When computing the dynamic value of shared_memory_size_in_huge_pages,
(1+size_b/hp_size) is currently used. This works when size_b is not
divisible by hp_size. However, it will yield an additional huge page
when size_b is divisible by hp_size.

On CreateAnonymousSegment's side, the allocation size is rounded up to
the next required huge pages when necessary. However, there's no
overflow check when doing this round up.

0001: This patch replicates CreateAnonymousSegment's rounding method
to InitializeShmemGUCs, only rounding up when the value is not
divisible by hp_size.

0002: This patch uses add_size in CreateAnonymousSegment when the
allocation size is rounded up, to check for possible overflow.

Regards,
Anthonin Bonnefoy

Attachments:

v1-0001-Fix-rounding-method-used-to-compute-shared_memory.patchapplication/octet-stream; name=v1-0001-Fix-rounding-method-used-to-compute-shared_memory.patchDownload
From 43f795ef933d1661e15f4d758e05167e10dc3887 Mon Sep 17 00:00:00 2001
From: Anthonin Bonnefoy <anthonin.bonnefoy@datadoghq.com>
Date: Thu, 22 Jan 2026 15:16:21 +0100
Subject: Fix rounding method used to compute shared_memory_size_in_huge_pages

When computing the dynamic value of shared_memory_size_in_huge_pages,
(1+size_b/hp_size) is currently used. This works when size_b is not
divisible by hp_size. However, it will yield an additional huge page
when size_b is divisible by hp_size.

This patch replicates the same rounding method used for the mmap
allocation in CreateAnonymousSegment, only rounding up when the value
is not divisible by hp_size.
---
 src/backend/storage/ipc/ipci.c | 4 +++-
 1 file changed, 3 insertions(+), 1 deletion(-)

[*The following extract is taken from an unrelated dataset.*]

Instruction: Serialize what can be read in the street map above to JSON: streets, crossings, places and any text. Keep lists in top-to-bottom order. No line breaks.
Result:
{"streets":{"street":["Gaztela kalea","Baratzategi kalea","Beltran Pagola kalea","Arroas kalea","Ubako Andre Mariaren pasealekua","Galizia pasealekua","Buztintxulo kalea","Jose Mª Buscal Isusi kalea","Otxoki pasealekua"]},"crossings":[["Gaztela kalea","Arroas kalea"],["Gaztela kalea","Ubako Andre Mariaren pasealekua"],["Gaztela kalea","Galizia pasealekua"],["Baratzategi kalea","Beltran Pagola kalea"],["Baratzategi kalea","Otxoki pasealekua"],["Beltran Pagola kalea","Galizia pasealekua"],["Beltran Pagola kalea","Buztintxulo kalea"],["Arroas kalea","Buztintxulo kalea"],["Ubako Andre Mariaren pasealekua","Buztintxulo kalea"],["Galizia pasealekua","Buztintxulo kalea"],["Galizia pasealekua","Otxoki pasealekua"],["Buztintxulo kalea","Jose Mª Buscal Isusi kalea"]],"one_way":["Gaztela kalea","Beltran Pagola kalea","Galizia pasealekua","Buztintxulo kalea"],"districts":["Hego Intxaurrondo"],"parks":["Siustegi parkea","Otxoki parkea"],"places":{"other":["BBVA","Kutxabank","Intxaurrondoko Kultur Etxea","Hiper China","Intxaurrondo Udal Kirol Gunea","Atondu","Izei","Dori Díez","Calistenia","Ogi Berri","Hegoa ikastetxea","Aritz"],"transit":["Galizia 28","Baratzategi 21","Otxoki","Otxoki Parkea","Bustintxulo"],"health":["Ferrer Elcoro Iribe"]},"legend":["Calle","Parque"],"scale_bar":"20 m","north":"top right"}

diff --git a/src/backend/storage/ipc/ipci.c b/src/backend/storage/ipc/ipci.c
index 85c67b2c183..268040dbec5 100644
--- a/src/backend/storage/ipc/ipci.c
+++ b/src/backend/storage/ipc/ipci.c
@@ -363,7 +363,9 @@ InitializeShmemGUCs(void)
 	{
 		Size		hp_required;
 
-		hp_required = add_size(size_b / hp_size, 1);
+		if (size_b % hp_size != 0)
+			size_b = add_size(size_b, hp_size - (size_b % hp_size));
+		hp_required = size_b / hp_size;
 		sprintf(buf, "%zu", hp_required);
 		SetConfigOption("shared_memory_size_in_huge_pages", buf,
 						PGC_INTERNAL, PGC_S_DYNAMIC_DEFAULT);
-- 
2.52.0

v1-0002-Check-for-overflow-when-rounding-up-allocsize.patchapplication/octet-stream; name=v1-0002-Check-for-overflow-when-rounding-up-allocsize.patchDownload
From 7feed212172266444a2f3e09d183a005a673a8bd Mon Sep 17 00:00:00 2001
From: Anthonin Bonnefoy <anthonin.bonnefoy@datadoghq.com>
Date: Thu, 22 Jan 2026 15:50:29 +0100
Subject: Check for overflow when rounding up allocsize

The amount of shared memory to mmap is calculated using
CalculateShmemSize, which takes care of checking for possible overflow
using add_size.

When using huge pages, the final allocation size is rounded up to the
next required huge pages when necessary. However, there's no overflow
check when doing this round up, leaving the possibility for an
overflow.

This patch uses add_size when rounding up to check for possible
overflow.
---
 src/backend/port/sysv_shmem.c | 3 ++-
 1 file changed, 2 insertions(+), 1 deletion(-)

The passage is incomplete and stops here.